I noticed this week that I had a higher level of frustration than in the past two weeks that led to poor eating decisions. In other words, rather than finding the appropriate way to relieve the frustration, I ate the following: pizza, chips, lots of wine and chocolate.....not all together, mind you, but over Thursday, Friday and Saturday I felt like I was having an out-of-body experience watching myself become more and more frustrated and make more terrible food choices.
I knew the foods (and the quantities, really more about the quantities because I generally don't deprive myself of Friday night pizza!) were a mistake, but I literally could not help myself, I was like: one more bite, one more bite and I will be done...No, let me get up and have another serving instead, then I will be done...
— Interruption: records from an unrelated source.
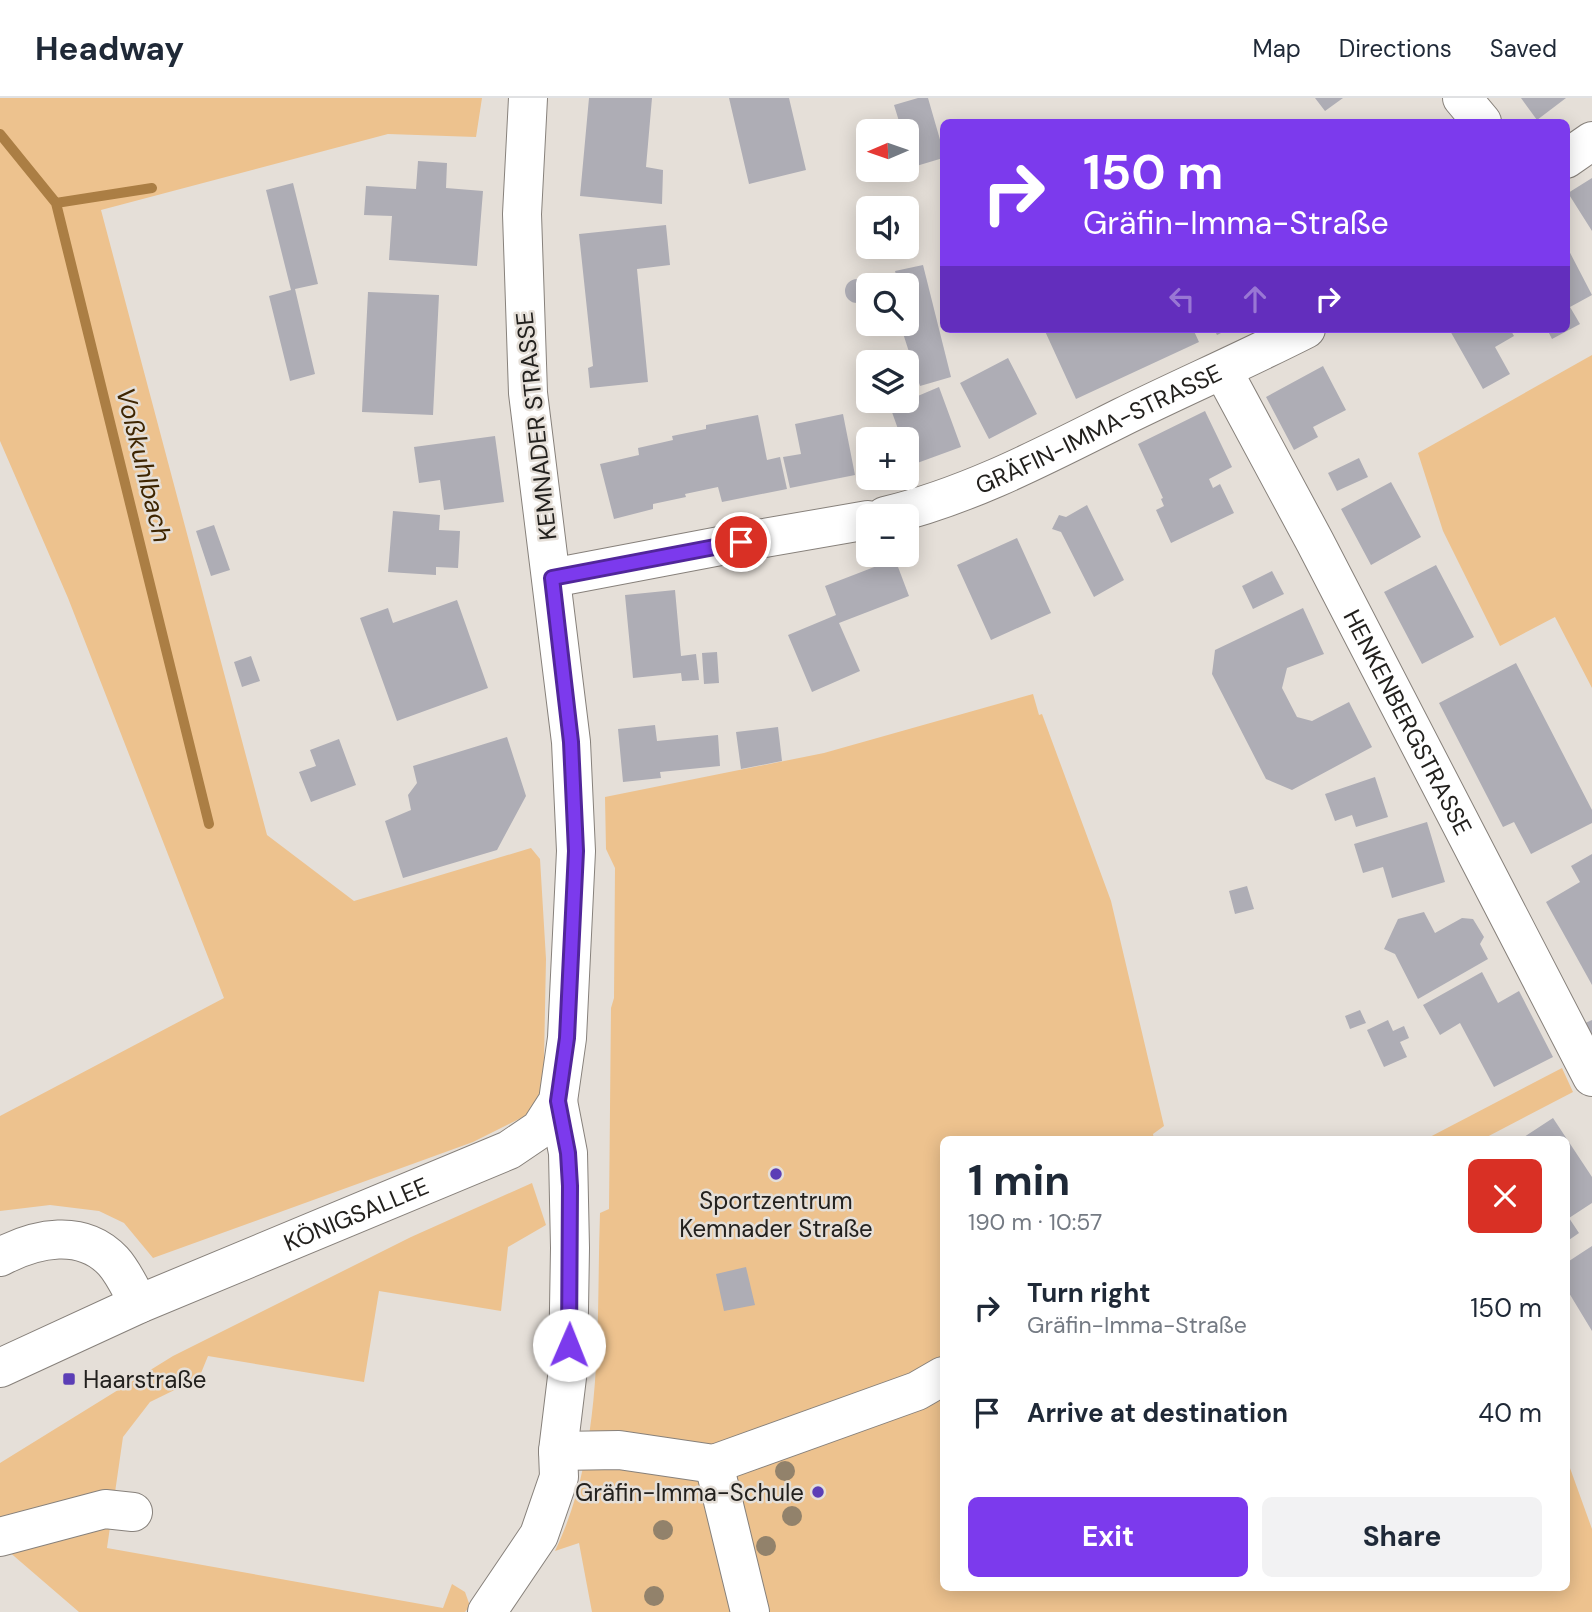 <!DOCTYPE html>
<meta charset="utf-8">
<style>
:root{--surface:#fff;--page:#f2f2f3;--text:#1f2937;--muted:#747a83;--line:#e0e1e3;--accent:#7c3aed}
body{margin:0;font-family:"DM Sans",sans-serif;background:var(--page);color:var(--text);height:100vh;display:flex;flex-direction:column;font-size:26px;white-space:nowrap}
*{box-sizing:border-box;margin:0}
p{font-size:23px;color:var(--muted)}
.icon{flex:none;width:38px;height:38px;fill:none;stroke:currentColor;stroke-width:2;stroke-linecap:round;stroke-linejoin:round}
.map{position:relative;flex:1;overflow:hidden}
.side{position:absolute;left:940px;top:1038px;width:630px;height:455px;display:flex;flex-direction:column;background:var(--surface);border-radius:10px;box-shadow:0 4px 18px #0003}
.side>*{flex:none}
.hud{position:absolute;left:940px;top:21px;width:630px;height:214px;border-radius:10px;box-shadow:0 4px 18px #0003;background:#7c3aed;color:#fff;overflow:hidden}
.needle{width:46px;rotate:268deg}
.tools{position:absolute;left:856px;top:21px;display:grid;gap:14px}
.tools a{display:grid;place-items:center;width:63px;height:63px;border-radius:10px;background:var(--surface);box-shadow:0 4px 18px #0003;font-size:35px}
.pin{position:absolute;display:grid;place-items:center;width:60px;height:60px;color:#fff;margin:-30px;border:4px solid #fff;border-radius:50%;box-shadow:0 2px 7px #0007}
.me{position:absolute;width:77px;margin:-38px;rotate:1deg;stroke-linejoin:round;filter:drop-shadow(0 0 5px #0008)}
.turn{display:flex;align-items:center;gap:24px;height:147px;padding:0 28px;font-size:32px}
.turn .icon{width:91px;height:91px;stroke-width:2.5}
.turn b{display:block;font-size:49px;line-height:60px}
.lanes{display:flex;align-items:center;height:66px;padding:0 28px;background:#0003;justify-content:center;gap:35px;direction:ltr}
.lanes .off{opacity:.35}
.round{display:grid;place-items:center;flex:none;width:74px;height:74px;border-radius:10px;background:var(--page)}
.overview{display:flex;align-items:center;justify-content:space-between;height:119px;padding:0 28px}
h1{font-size:42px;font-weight:700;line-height:52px}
.action{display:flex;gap:14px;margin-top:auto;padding:14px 28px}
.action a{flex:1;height:80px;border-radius:10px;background:var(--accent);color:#fff;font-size:28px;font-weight:700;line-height:80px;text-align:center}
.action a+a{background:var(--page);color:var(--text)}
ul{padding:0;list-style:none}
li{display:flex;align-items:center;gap:21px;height:105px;padding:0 28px}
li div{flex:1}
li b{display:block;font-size:26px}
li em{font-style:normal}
header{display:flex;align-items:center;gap:42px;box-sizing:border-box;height:98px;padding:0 35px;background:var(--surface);border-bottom:2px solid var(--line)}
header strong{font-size:33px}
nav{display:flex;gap:38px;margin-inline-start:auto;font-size:24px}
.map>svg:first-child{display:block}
.green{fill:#edc28e}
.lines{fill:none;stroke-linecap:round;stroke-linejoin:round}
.stream{stroke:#ab7e44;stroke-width:10}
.building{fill:#aeadb5}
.minor-casing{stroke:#87817b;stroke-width:40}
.major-casing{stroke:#87817b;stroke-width:40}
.minor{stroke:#fff;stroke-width:38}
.major{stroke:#fff;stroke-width:38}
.tree{fill:#92826b}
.route-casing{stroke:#51269a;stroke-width:18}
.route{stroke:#7c3aed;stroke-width:12}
.poi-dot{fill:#5b3eb6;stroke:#e5dfd8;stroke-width:2.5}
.labels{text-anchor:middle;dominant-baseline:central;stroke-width:5;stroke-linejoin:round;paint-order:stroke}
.street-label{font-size:24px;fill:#23211e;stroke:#e5dfd8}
.poi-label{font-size:24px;fill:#23211e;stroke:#e5dfd8}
.water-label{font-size:26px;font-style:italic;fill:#3e2501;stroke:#e5dfd8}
</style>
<header>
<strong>Headway</strong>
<nav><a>Map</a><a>Directions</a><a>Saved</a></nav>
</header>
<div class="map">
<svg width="1592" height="1514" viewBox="0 0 1592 1514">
<rect width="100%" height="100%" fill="#e5dfd8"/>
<path class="green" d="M0,0H482L476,39L388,36L101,112L267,737L354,803L531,750L540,761L546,861L543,1009L473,1044L153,1160L124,1125L99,1113L50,1107L0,1113V1018L224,900L68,500L0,343Z
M1592,257V590L1555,519L1500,548L1443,433L1418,355Z
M1033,596L1039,617L1042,616L1111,803L1164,1028L1153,1036L1154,1041H943V1489H1566V1359L1592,1431V1514H592L579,1445L555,1453C605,1349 596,1228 600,1115L609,1111L611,910L614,900L615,770L606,751L605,699L824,655Z
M1562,970L1573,994L1483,1041H1426Z
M532,1085L546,1127L508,1149L501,1213L379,1193L364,1284L208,1258L199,1280L150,1304L123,1339L107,1450L443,1510L452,1486L465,1494L470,1508L465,1514H79L0,1446V1365L173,1258L411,1139Z"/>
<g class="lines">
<path class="stream" d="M0,36L56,105L209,726
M56,105L152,90"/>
</g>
<path class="building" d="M589,0H652L646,69L663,72L662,106L580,98Z
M729,0H789L806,72L749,86Z
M918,0H928L943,52V60L913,69L906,48V33H902L894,7Z
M1315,0H1343L1325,13Z
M1521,0H1566L1537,22Z
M418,63L447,65L446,90L483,93L477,168L389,162L392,118L364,117L366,88L416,91Z
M1592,80V133L1568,95Z
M293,85L318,186L295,191L315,276L290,283L269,198L291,192L266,92Z
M666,127L670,167L637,171L648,284L590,290L588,270L593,268L579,136Z
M1566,147L1592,197L1570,209L1580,226L1552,241L1547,231H1566Z
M923,167L951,279L920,288L900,226H906V187H899L895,173Z
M845 193a12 12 0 1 1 24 0a12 12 0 1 1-24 0Z
M368,194L439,197L433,317L362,314Z
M1044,231H1193L1199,244L1076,301Z
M1214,231H1229L1217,237Z
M1449,231H1510L1514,238L1495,249L1510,276L1483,291Z
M1008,260L1037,316L989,341L960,285Z
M1323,268L1346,312L1313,329L1318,339L1294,352L1266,299Z
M939,289L961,349L909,368L906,341H890L888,334L898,331L888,303H906Z
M1205,313L1232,369L1209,381L1213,390L1220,386L1234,415L1171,445L1156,412L1164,408L1161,401L1163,400L1138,346Z
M843,316L855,377L790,390L783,359L801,356L795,326Z
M758,317L767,362L780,359L787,391L722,404L718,389L685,396L686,399L653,406V411L614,421L600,366L639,357L638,350L673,342L672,338L706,331V327Z
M495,338L504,404L444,412L440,382L419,385L414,349Z
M1359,360L1368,379L1337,393L1328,375Z
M1391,384L1421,439L1371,467L1341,411Z
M1087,407L1124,482L1094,499L1061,434L1052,431L1059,417L1066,419Z
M393,413L440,417L439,432L460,433L458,470L436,469V477L388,474Z
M214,427L230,472L211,478L196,433Z
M1017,440L1051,515L991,542L957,467Z
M895,461L909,498L839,525L860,573L812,594L788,537L836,517L825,488Z
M1436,467L1474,539L1422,566L1384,494Z
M1272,473L1284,496L1253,511L1242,488Z
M675,492L681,558L696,556L699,582L682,583L681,575L633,580L625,497Z
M457,502L488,590L397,623L360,520L388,510L393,525Z
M1303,510L1324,556L1287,570L1282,590L1297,619L1312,623L1349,604L1372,649L1292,692L1266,681L1212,576L1215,552Z
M717,554L719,585L704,586L702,555Z
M251,558L260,583L242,589L234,564Z
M1516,565L1592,712V725L1531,756L1514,724L1503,729L1439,605Z
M655,627L657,643L718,637L720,668L660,674L661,680L623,684L618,631Z
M778,629L782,663L741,671L736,634Z
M507,639L526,698L497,752L403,780L385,723L411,712L408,697L417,685L413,668Z
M339,641L356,687L311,704L299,674L316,668L310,652Z
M1375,679L1388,719L1356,729L1352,717L1335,723L1325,696Z
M1427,724L1445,784L1392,800L1383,769L1363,775L1354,746Z
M1592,756V887L1546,804L1580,784L1571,768Z
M1247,788L1254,811L1235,816L1229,793Z
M1424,814L1435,835L1462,820L1473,821L1484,839L1480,846L1488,861L1418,901L1395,856L1384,851L1398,821Z
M1482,874L1498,905L1519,893L1553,959L1494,989L1460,925L1440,937L1423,907Z
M1360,912L1366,925L1350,931L1345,918Z
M1388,922L1393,933L1404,928L1409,940L1400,944L1407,959L1384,969L1367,932Z
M1592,922V943L1583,926Z
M1553,1020L1592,1079V1105L1569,1120L1579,1135L1566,1144V1041H1521Z
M1592,1148V1233L1566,1190V1165Z
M746,1169L755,1207L724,1213L716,1176Z"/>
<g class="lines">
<defs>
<g id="minor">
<path d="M1462,0L1482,24"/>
<path d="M1566,61L1592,43"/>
<path id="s1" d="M1223,273L1315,444L1592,979"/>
<path id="s2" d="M885,418C969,398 1046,357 1122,319C1183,289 1245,262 1306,231"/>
<path d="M552,480L741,444L868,422"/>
<path d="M0,1159C36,1140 82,1130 113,1163C124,1175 131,1192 139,1206"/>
<path d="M558,1353L619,1352L714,1366L917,1293L943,1278"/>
<path d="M714,1366L750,1514"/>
<path d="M0,1439L105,1411L133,1414"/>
<path d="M487,1514L539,1437L559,1379L558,1353L568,1271L570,1150L568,1055L558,1003"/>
</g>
<g id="major">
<path id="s3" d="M0,1270L139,1206L509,1052L540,1031L558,1003L567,940L576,753L571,644L528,295L522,116L528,0"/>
</g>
</defs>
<use href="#minor" class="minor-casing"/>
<use href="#major" class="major-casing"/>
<use href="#minor" class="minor"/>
<use href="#major" class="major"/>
</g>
<g class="tree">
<circle cx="785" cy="1373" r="10"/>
<circle cx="792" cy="1418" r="10"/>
<circle cx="663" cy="1432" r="10"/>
<circle cx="766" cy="1448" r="10"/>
<circle cx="654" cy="1498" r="10"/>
</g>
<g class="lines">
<defs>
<path id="route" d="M569,1247L570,1088L568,1055L558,1003L567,940L576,753L571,644L552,480L741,444"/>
</defs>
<use href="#route" class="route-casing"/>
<use href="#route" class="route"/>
</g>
<g class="poi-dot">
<circle cx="776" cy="1076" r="7"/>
<rect x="62" y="1274" width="14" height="14" rx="3.5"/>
<circle cx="818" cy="1394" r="7"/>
</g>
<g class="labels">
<g class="street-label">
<text transform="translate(536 328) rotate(-96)">KEMNADER STRASSE</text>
<text stroke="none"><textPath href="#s2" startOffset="231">GRÄFIN-IMMA-STRASSE</textPath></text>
<text stroke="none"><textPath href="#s1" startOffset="397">HENKENBERGSTRASSE</textPath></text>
<text stroke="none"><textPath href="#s3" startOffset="388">KÖNIGSALLEE</textPath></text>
</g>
<g class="poi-label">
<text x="776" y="1102">Sportzentrum<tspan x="776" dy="28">Kemnader Straße</tspan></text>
<text x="83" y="1281" text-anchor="start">Haarstraße</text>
<text x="804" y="1394" text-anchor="end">Gräfin-Imma-Schule</text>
</g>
<g class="water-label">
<text transform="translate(144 367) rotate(76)">Voßkuhlbach</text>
</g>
</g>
</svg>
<div class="tools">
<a><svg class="needle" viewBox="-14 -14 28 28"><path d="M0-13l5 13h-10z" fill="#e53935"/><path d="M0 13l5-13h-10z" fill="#747a83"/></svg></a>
<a><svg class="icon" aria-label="sound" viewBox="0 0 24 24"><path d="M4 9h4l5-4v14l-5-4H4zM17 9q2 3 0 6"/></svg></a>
<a><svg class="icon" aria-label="search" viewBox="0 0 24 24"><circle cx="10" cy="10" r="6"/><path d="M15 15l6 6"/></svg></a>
<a><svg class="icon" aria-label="layers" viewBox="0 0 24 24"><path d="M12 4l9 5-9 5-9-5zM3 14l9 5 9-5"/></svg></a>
<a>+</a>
<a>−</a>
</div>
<div class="pin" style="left:741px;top:444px;background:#d93025"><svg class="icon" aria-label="arrive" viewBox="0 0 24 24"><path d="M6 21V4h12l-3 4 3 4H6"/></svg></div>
<svg class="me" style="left:569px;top:1247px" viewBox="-20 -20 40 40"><circle r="19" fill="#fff"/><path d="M0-13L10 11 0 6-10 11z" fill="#7c3aed"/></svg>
<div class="hud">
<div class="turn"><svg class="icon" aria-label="right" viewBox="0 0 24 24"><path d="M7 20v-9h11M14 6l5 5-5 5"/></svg><div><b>150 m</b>Gräfin-Imma-Straße</div></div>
<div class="lanes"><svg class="icon off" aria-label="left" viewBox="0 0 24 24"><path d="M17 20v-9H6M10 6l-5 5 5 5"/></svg><svg class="icon off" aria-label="ahead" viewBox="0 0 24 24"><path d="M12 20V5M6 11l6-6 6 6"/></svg><svg class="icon" aria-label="right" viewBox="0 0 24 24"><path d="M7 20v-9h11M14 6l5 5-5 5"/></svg></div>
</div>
<section class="side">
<div class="overview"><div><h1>1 min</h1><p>190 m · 10:57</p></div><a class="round" style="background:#d93025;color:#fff"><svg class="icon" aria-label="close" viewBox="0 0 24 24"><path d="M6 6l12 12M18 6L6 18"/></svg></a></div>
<ul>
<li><svg class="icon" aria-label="right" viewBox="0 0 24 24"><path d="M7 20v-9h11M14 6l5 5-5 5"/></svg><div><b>Turn right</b><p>Gräfin-Imma-Straße</p></div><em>150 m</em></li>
<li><svg class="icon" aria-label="arrive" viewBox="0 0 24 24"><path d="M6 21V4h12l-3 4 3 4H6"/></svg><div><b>Arrive at destination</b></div><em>40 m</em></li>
</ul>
<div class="action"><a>Exit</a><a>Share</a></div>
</section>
</div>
The only positive note I can report is that I didn't eat enough to make my belly hurt, or to be uncomfortable...sure, I ate too much...but at least I didn't make myself sick like I usually do. And, at least, for this I am happy because I have come to realize that feeling sick for eating is just plain old ridiculous.
I should have made better food choices, and I should have been on the treadmill working out my frustration....but I didn't do it. I am still working on the willpower I need to both of these things. So I am here on my blog, writing to remind myself that this is a lifestyle decision and I will continue to work towards my goals, even when I slip backwards a little bit.
With that said, I'm off to exercise, I have a great motivating playlist....and let's hope I can relieve some of this frustration on my own. I plan to work myself over today!
Thanks for listening, as always! Happy Sunday!